Subquery examples

This topic illustrates some of the subqueries you can write.

This topic illustrates some of the subqueries you can write. The examples use the VMart example database.

Single-row subqueries

Single-row subqueries are used with single-row comparison operators (=, >=, <=, <>, and <=>) and return exactly one row.

For example, the following query retrieves the name and hire date of the oldest employee in the Vmart database:

=> SELECT employee_key, employee_first_name, employee_last_name, hire_date
   FROM employee_dimension
   WHERE hire_date = (SELECT MIN(hire_date) FROM employee_dimension);
 employee_key | employee_first_name | employee_last_name | hire_date
--------------+---------------------+--------------------+------------
         2292 | Mary                | Bauer              | 1956-01-11
(1 row)

Multiple-row subqueries

Multiple-row subqueries return multiple records.

For example, the following IN clause subquery returns the names of the employees making the highest salary in each of the six regions:

=> SELECT employee_first_name, employee_last_name, annual_salary, employee_region
    FROM employee_dimension WHERE annual_salary IN
     (SELECT MAX(annual_salary) FROM employee_dimension GROUP BY employee_region)
   ORDER BY annual_salary DESC;
 employee_first_name | employee_last_name | annual_salary |  employee_region
---------------------+--------------------+---------------+-------------------
 Alexandra           | Sanchez            |        992363 | West
 Mark                | Vogel              |        983634 | South
 Tiffany             | Vu                 |        977716 | SouthWest
 Barbara             | Lewis              |        957949 | MidWest
 Sally               | Gauthier           |        927335 | East
 Wendy               | Nielson            |        777037 | NorthWest
(6 rows)

Multicolumn subqueries

Multicolumn subqueries return one or more columns. Sometimes a subquery's result set is evaluated in the containing query in column-to-column and row-to-row comparisons.

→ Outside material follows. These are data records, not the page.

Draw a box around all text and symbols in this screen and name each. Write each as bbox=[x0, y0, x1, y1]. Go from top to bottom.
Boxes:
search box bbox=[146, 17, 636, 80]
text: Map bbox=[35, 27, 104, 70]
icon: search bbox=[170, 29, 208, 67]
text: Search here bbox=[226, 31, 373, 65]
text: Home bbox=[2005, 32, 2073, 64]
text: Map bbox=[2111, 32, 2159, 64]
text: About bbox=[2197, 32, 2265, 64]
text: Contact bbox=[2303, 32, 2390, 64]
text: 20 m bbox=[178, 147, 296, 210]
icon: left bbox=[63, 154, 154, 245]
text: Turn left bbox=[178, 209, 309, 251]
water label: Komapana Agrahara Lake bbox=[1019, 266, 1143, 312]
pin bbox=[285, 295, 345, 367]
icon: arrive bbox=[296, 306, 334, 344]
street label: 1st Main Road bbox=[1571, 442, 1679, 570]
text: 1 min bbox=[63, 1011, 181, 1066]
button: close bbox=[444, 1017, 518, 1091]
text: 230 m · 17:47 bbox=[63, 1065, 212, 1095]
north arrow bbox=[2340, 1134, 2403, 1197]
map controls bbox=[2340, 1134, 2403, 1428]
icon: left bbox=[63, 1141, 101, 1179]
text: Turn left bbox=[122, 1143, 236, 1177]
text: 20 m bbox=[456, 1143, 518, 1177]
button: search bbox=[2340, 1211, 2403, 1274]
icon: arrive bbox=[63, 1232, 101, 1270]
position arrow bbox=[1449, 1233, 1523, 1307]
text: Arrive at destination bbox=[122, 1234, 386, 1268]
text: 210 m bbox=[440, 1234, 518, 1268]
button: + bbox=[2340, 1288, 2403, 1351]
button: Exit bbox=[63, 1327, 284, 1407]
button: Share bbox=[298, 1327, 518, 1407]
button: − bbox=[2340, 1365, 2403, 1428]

You can substitute some multicolumn subqueries with a join, with the reverse being true as well. For example, the following two queries ask for the sales transactions of all products sold online to customers located in Massachusetts and return the same result set. The only difference is the first query is written as a join and the second is written as a subquery.

Join query: Subquery:
=> SELECT *
   FROM online_sales.online_sales_fact
   INNER JOIN public.customer_dimension
   USING (customer_key)
   WHERE customer_state = 'MA';
=> SELECT *
   FROM online_sales.online_sales_fact
   WHERE customer_key IN
     (SELECT customer_key
      FROM public.customer_dimension
      WHERE customer_state = 'MA');

The following query returns all employees in each region whose salary is above the average:

=> SELECT e.employee_first_name, e.employee_last_name, e.annual_salary,
      e.employee_region, s.average
   FROM employee_dimension e,
     (SELECT employee_region, AVG(annual_salary) AS average
      FROM employee_dimension GROUP BY employee_region) AS s
   WHERE  e.employee_region = s.employee_region AND e.annual_salary > s.average
   ORDER BY annual_salary DESC;
 employee_first_name | employee_last_name | annual_salary | employee_region |     average
---------------------+--------------------+---------------+-----------------+------------------
 Doug                | Overstreet         |        995533 | East            |  61192.786013986
 Matt                | Gauthier           |        988807 | South           | 57337.8638902996
 Lauren              | Nguyen             |        968625 | West            | 56848.4274914089
 Jack                | Campbell           |        963914 | West            | 56848.4274914089
 William             | Martin             |        943477 | NorthWest       | 58928.2276119403
 Luigi               | Campbell           |        939255 | MidWest         | 59614.9170454545
 Sarah               | Brown              |        901619 | South           | 57337.8638902996
 Craig               | Goldberg           |        895836 | East            |  61192.786013986
 Sam                 | Vu                 |        889841 | MidWest         | 59614.9170454545
 Luigi               | Sanchez            |        885078 | MidWest         | 59614.9170454545
 Michael             | Weaver             |        882685 | South           | 57337.8638902996
 Doug                | Pavlov             |        881443 | SouthWest       | 57187.2510548523
 Ruth                | McNulty            |        874897 | East            |  61192.786013986
 Luigi               | Dobisz             |        868213 | West            | 56848.4274914089
 Laura               | Lang               |        865829 | East            |  61192.786013986
 ...

You can also use the EXCEPT, INTERSECT, and UNION [ALL] keywords in FROM, WHERE, and HAVING clauses.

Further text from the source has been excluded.